▶ _EXERCISE INSTRUCTIONS_
Search the records for the word "evenodd" and report each line that has it.

Saved entries

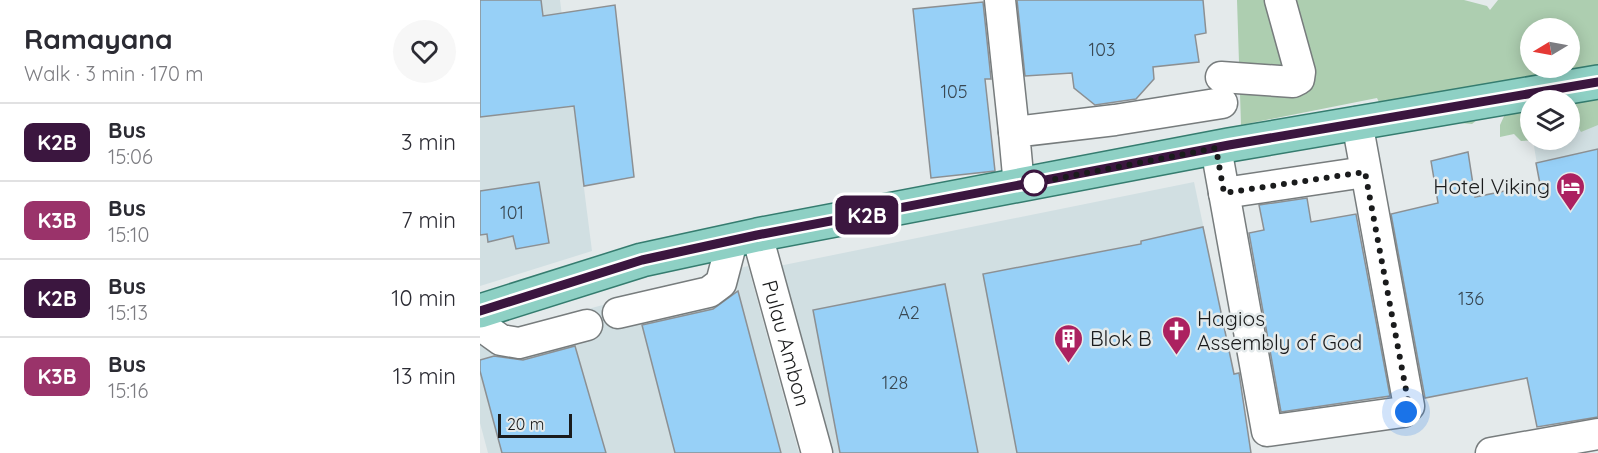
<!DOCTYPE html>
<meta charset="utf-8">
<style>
body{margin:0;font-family:Quicksand,sans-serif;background:#f7f7f7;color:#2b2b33;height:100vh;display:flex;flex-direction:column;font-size:22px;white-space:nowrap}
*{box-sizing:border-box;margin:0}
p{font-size:20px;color:#7c7c81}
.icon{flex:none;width:33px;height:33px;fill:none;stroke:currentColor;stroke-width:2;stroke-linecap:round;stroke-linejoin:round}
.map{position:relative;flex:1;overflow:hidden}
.details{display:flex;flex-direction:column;background:#fff;width:480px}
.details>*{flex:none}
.badge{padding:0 12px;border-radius:9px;font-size:21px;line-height:39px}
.needle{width:39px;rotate:260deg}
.tools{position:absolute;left:1040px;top:18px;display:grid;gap:12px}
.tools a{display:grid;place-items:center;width:60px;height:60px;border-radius:50%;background:#fff;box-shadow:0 3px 15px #0003;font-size:30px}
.scale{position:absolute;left:18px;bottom:15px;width:74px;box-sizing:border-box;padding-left:6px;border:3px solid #1a1b1c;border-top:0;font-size:16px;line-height:21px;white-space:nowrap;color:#1a1b1c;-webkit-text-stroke:4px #e4eaeb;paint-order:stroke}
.you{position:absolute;width:30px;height:30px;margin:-15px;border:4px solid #fff;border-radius:50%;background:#1a73e8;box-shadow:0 0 0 9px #1a73e833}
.map>.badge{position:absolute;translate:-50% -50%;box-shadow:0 0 0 3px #fff}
.round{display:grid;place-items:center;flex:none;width:63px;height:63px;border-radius:32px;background:#f7f7f7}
.overview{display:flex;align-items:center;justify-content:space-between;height:102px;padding:0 24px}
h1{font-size:28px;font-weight:800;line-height:45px}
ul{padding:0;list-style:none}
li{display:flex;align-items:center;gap:18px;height:78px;padding:0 24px;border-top:2px solid #e1e1e2}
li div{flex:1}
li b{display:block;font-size:22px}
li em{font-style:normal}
li .badge{min-width:66px;font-weight:700;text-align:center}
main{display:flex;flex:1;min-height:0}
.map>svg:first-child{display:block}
.built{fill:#d1dfe2}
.green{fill:#adceb0;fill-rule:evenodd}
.building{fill:#97d0f7;stroke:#8c9093;stroke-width:1.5}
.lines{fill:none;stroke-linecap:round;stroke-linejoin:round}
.minor-casing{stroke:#777c7d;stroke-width:33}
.major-casing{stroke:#357c6f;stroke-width:36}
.minor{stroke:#fff;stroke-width:30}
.major{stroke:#8ed0c4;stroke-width:33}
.line-casing{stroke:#fff;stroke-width:14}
.line{stroke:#3b163f;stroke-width:9}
.walk{stroke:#1a1b1c;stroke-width:6;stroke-dasharray:0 10.8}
.stop-dot{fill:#fff;stroke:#3b163f;stroke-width:3}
.labels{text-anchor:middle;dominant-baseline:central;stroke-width:5;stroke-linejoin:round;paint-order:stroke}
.number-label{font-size:18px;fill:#394853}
.poi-label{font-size:21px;fill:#1a1b1c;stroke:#e4eaeb;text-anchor:start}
.street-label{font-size:21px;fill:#1a1b1c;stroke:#e4eaeb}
</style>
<main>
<section class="details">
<div class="overview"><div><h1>Ramayana</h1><p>Walk · 3 min · 170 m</p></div><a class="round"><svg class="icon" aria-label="heart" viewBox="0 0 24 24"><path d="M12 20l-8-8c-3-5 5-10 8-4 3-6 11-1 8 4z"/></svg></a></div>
<ul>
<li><span class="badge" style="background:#3b163f;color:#fff">K2B</span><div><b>Bus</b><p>15:06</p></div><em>3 min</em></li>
<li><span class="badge" style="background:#9a336a;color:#fff">K3B</span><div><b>Bus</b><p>15:10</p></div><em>7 min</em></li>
<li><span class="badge" style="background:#3b163f;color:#fff">K2B</span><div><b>Bus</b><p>15:13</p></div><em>10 min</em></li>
<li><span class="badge" style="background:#9a336a;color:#fff">K3B</span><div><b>Bus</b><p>15:16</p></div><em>13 min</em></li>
</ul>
</section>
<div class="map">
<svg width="1118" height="453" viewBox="0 0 1118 453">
<rect width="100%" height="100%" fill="#e4eaeb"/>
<g class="built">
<polygon points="0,0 80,0 112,251 0,286"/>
<polygon points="1118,109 1118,259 1074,268 1053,140 1089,140 1089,115"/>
<polygon points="714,182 771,453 338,453 289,268"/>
<polygon points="268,266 319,453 8,453 0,423 0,338"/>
</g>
<path class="green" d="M 757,0 L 984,0 L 1007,6 L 1010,10 L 1018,0 L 1118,0 L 1118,125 L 1101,132 L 1094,120 L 1089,123 L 1089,100 L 1050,100 L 1050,140 L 1061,140 L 1041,141 L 1034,134 L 1020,137 L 1020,125 L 1026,112 L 1009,110 L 992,124 L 980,123 L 959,101 L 903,111 L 897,98 L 761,125 ZM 1050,28 L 1089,28 L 1089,68 L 1050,68 Z"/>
<g class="building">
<polygon points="0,0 61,0 63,16 135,5 154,177 104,186 94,106 0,117"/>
<polygon points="537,0 723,0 726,33 715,35 719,62 673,67 674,79 656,99 615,105 594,88 592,73 545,76"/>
<polygon points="503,2 511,79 505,79 515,171 451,178 433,9"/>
<polygon points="1118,149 1118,417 1057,427 1047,378 945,398 911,214 958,203 951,161 988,152 995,197 1060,184 1056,163"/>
<polygon points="59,182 69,243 36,249 33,236 8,242 7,234 0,235 0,191"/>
<polygon points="827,198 831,222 876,214 910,396 801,412 769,233 784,230 779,205"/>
<polygon points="723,227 754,374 759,373 771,453 537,453 503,274 661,244 661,241"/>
<polygon points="465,284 498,453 360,453 333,310"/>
<polygon points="258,291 301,453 195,453 162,325 233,309"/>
<polygon points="95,346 126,453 22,453 0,371 0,360 14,356 43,360"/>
</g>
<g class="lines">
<defs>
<g id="minor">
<polyline points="520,0 534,132"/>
<polyline points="741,77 813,82 819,79 820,72 800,0"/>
<polyline points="736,148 787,431 923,412 929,406 877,122"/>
<polyline points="539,186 534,132 635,120 742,103"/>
<polyline points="744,193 885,172"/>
<path id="s1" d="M 277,235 L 337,453"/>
<polyline points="138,313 229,292 241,283 252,241"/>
<polyline points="0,325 21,340 39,343 107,325"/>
<polyline points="1011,453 1118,434"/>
</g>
<polyline id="major" points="0,311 162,260 277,235 749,145 1118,82"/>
</defs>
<use href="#minor" class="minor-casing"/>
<use href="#major" class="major-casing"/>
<use href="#minor" class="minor"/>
<use href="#major" class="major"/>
</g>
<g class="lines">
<defs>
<polyline id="line" points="0,311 162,260 277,235 749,145 1118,82"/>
</defs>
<use href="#line" class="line-casing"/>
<use href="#line" class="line"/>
<polyline class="walk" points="554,183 736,148 744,193 885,172 929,406 926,412"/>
</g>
<defs>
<symbol id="hotel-pin" viewBox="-11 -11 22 30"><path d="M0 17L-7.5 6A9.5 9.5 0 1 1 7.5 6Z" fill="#ac2160" stroke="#e4eaeb"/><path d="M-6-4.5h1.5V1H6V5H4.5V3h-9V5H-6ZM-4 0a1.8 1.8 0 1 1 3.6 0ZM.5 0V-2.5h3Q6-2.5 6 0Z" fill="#fff"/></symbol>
<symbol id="church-pin" viewBox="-11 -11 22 30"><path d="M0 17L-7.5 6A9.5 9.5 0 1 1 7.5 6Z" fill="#ac2160" stroke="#e4eaeb"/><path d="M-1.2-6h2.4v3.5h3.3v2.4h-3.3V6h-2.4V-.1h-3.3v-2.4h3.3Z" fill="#fff"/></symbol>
<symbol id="building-pin" viewBox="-11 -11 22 30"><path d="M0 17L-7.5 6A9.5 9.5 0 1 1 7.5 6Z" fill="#ac2160" stroke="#e4eaeb"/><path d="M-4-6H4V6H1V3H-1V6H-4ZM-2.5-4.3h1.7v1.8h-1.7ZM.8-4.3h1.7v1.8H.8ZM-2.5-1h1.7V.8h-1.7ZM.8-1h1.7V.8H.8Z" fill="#fff"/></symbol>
</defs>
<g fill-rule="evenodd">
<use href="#hotel-pin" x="1074" y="170" width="33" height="45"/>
<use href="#church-pin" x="680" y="314" width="33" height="45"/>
<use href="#building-pin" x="572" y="322" width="33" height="45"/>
</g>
<circle class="stop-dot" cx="554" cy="183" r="12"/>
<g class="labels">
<g class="number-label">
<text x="622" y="49">103</text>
<text x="474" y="91">105</text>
<text x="32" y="212">101</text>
<text x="991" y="298">136</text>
<text x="429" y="312">A2</text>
<text x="415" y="382">128</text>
</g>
<g class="poi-label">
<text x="1070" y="186" text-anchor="end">Hotel Viking</text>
<text x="717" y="318">Hagios<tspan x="717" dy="24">Assembly of God</tspan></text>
<text x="610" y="338">Blok B</text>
</g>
<g class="street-label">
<text stroke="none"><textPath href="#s1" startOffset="112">Pulau Ambon</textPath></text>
</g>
</g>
</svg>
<div class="tools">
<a><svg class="needle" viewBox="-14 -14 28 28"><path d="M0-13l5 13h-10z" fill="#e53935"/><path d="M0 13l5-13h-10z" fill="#7c7c81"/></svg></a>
<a><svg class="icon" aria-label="layers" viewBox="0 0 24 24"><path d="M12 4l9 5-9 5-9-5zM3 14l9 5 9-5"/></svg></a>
</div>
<div class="scale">20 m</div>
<div class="you" style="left:926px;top:412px"></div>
<b class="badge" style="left:387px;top:215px;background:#3b163f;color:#fff">K2B</b>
</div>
</main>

▶ _OUTPUT BELOW_
.green{fill:#adceb0;fill-rule:evenodd}
<g fill-rule="evenodd">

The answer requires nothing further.